Exercise aim:
Your answer must be the exact lines below, starting with the line with "Dump the readable" and going on through the line with "Map reading. Summarize", both included, with no pictures.
(Provided entries)
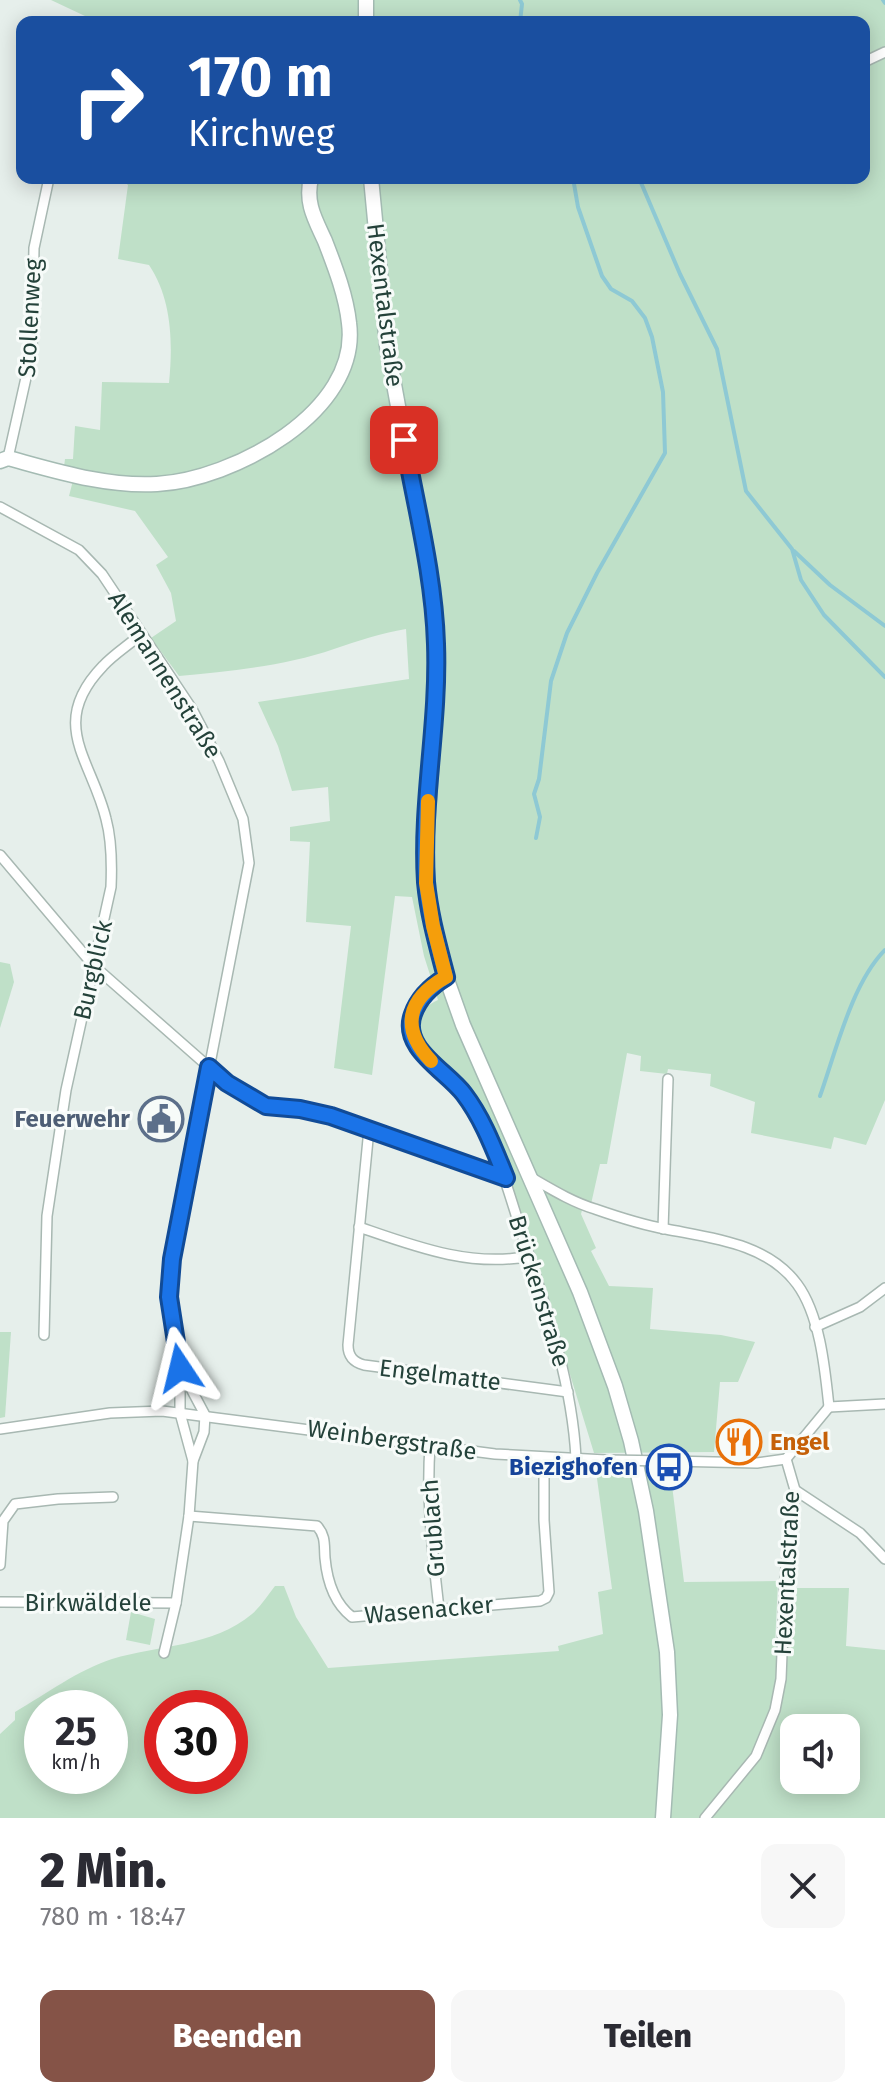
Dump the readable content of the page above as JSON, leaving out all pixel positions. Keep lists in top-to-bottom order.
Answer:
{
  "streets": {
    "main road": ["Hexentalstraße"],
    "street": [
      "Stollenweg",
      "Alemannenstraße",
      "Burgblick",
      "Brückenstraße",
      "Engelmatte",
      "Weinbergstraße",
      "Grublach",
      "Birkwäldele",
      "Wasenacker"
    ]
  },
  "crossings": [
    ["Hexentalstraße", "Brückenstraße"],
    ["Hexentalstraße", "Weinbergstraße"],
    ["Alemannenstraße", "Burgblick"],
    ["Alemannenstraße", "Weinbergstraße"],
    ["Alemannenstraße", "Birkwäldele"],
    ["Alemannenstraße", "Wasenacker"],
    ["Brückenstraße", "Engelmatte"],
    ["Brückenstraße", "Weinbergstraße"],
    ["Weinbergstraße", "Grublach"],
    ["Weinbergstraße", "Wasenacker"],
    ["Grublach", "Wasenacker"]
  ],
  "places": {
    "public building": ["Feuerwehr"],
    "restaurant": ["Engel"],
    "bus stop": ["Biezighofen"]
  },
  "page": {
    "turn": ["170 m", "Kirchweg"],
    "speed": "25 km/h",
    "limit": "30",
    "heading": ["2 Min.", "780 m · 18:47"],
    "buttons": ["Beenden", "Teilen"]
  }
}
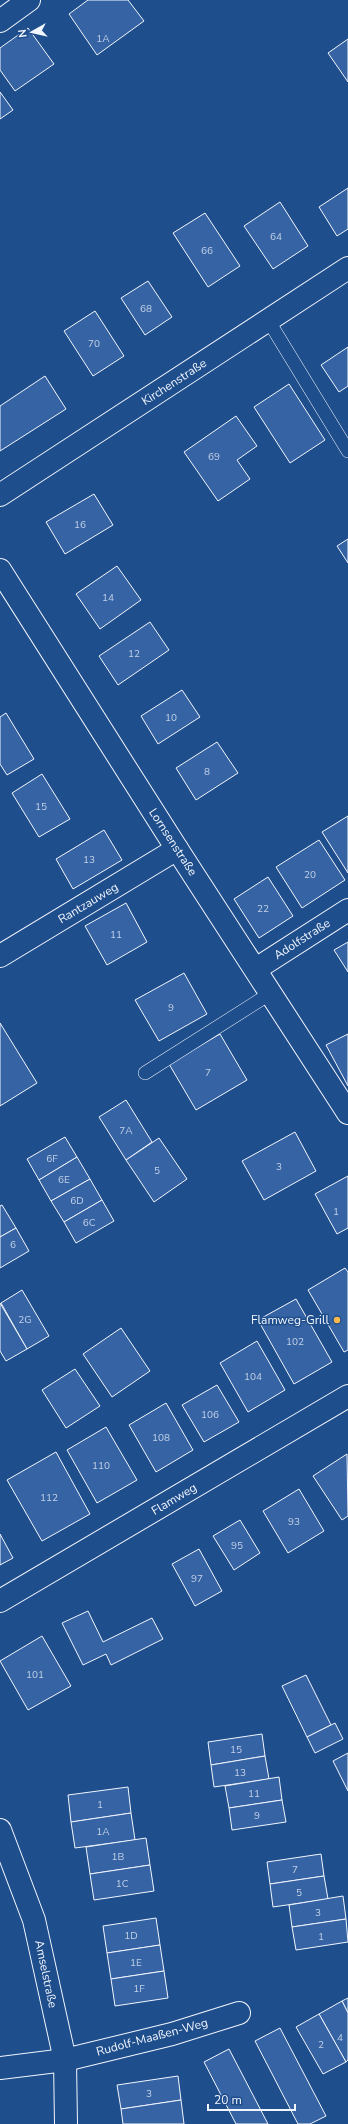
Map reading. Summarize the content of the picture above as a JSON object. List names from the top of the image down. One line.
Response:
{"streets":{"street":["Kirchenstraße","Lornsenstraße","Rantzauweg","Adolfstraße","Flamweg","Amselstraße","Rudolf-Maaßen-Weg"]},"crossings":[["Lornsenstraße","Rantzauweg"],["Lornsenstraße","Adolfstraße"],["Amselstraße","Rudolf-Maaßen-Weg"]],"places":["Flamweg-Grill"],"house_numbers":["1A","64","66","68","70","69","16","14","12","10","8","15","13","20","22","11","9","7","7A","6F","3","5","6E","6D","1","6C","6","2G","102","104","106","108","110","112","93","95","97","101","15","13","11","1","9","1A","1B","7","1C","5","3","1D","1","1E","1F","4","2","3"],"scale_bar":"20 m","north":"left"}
(End Provided entries)
(Provided entries)
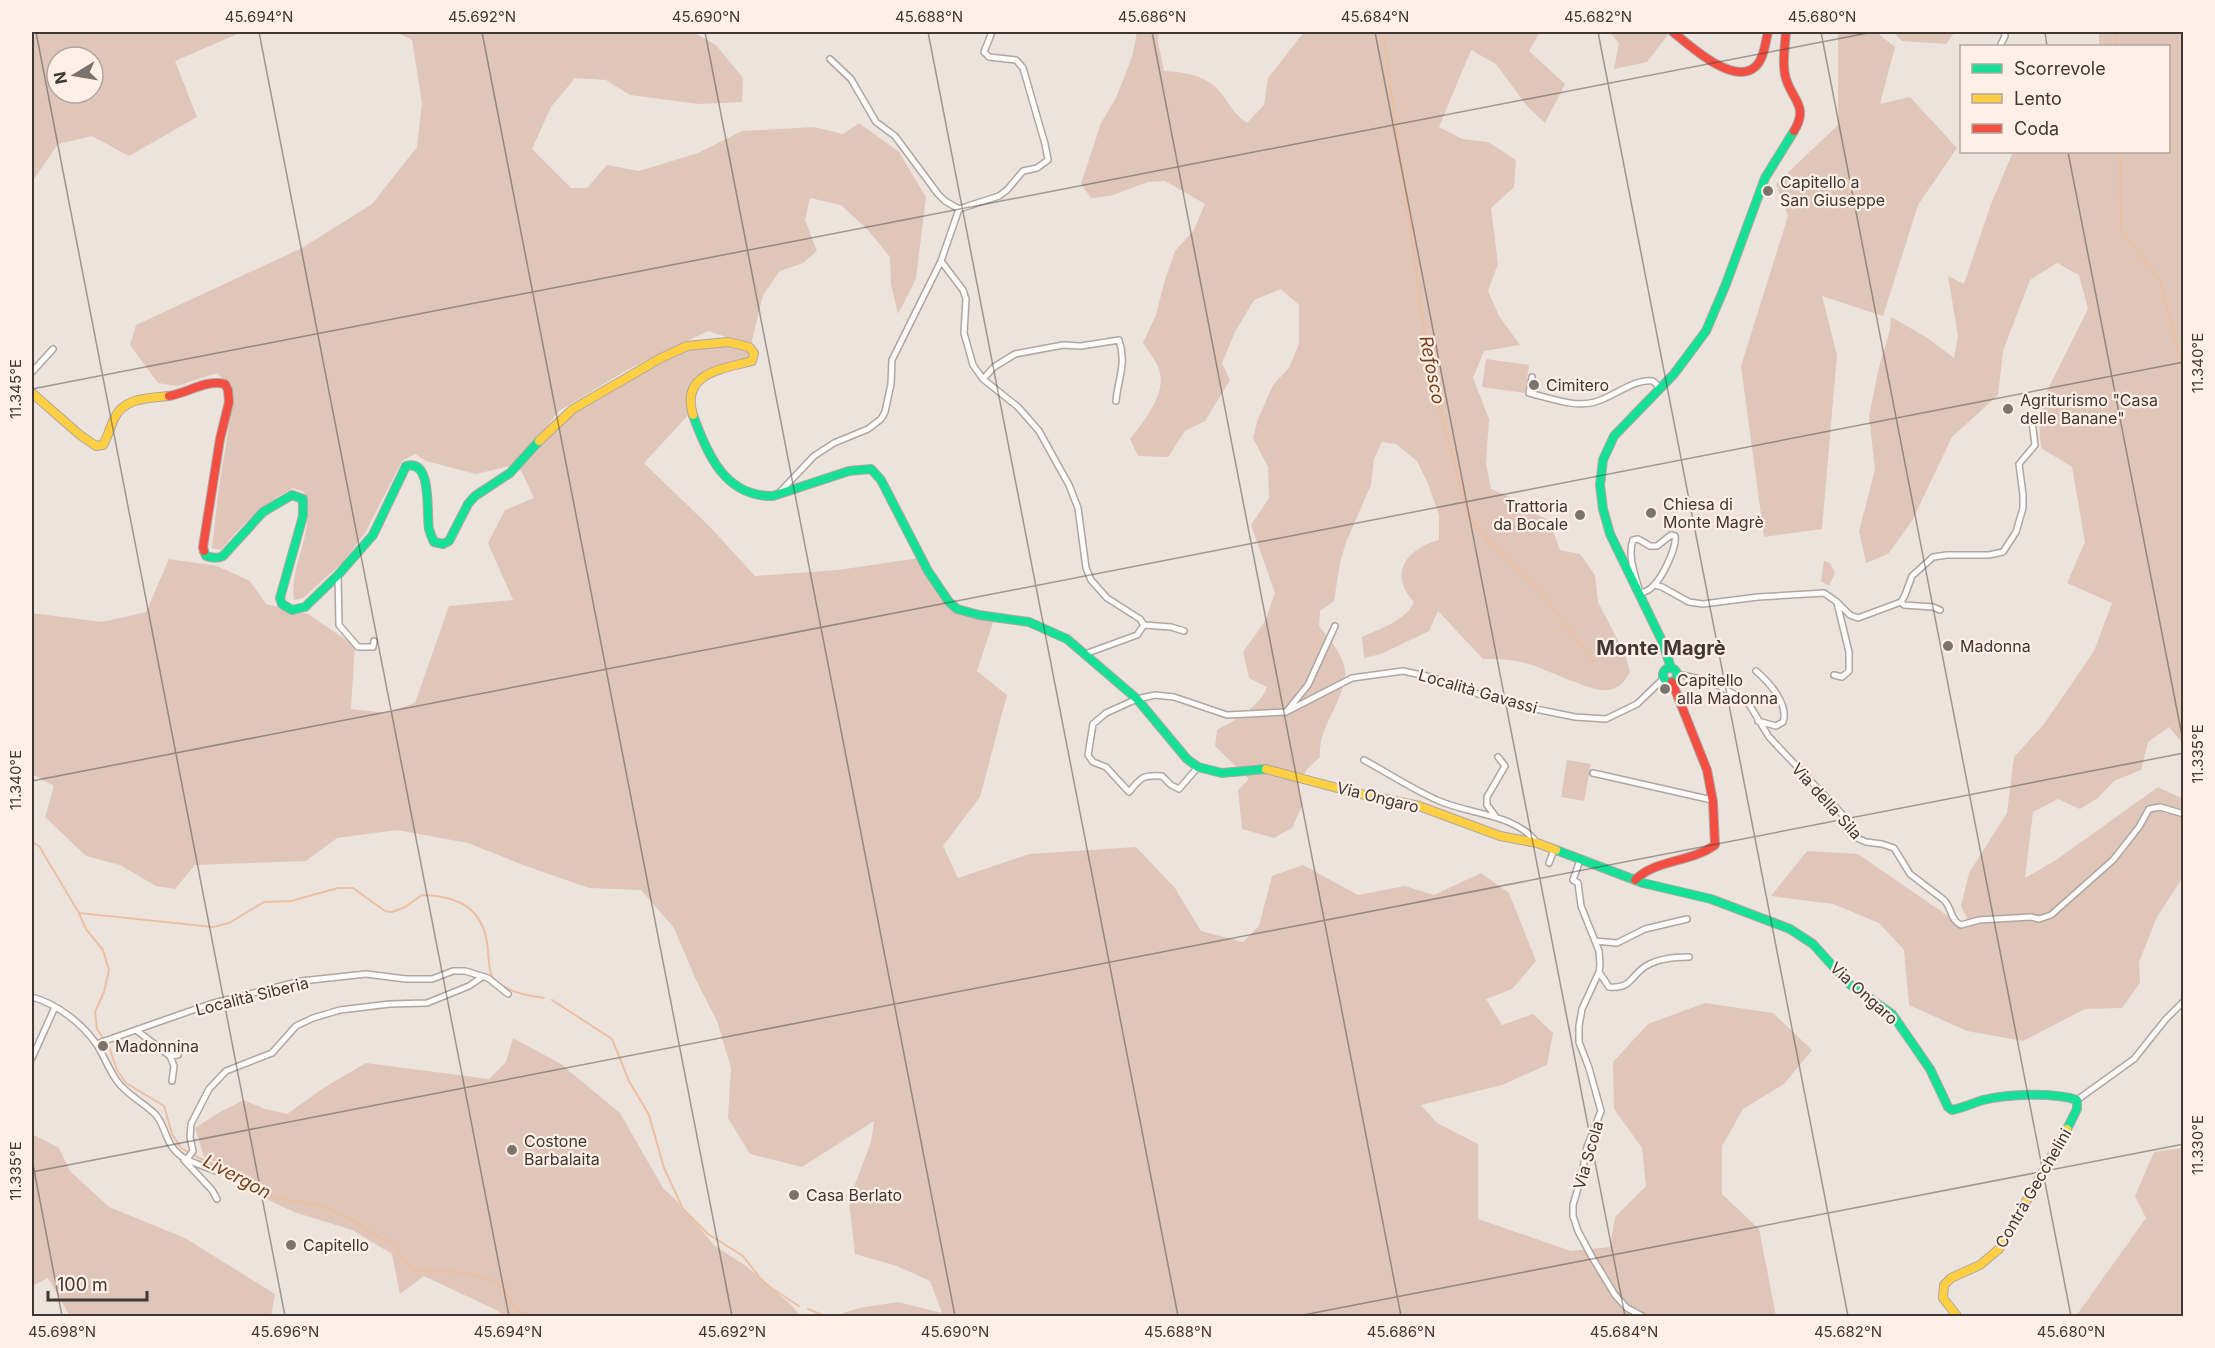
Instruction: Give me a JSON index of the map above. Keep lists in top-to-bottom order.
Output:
(End Provided entries)
Problem solution:
Dump the readable content of the page above as JSON, leaving out all pixel positions. Keep lists in top-to-bottom order.
Answer:
{
  "streets": {
    "main road": ["Hexentalstraße"],
    "street": [
      "Stollenweg",
      "Alemannenstraße",
      "Burgblick",
      "Brückenstraße",
      "Engelmatte",
      "Weinbergstraße",
      "Grublach",
      "Birkwäldele",
      "Wasenacker"
    ]
  },
  "crossings": [
    ["Hexentalstraße", "Brückenstraße"],
    ["Hexentalstraße", "Weinbergstraße"],
    ["Alemannenstraße", "Burgblick"],
    ["Alemannenstraße", "Weinbergstraße"],
    ["Alemannenstraße", "Birkwäldele"],
    ["Alemannenstraße", "Wasenacker"],
    ["Brückenstraße", "Engelmatte"],
    ["Brückenstraße", "Weinbergstraße"],
    ["Weinbergstraße", "Grublach"],
    ["Weinbergstraße", "Wasenacker"],
    ["Grublach", "Wasenacker"]
  ],
  "places": {
    "public building": ["Feuerwehr"],
    "restaurant": ["Engel"],
    "bus stop": ["Biezighofen"]
  },
  "page": {
    "turn": ["170 m", "Kirchweg"],
    "speed": "25 km/h",
    "limit": "30",
    "heading": ["2 Min.", "780 m · 18:47"],
    "buttons": ["Beenden", "Teilen"]
  }
}
Map reading. Summarize the content of the picture above as a JSON object. List names from the top of the image down. One line.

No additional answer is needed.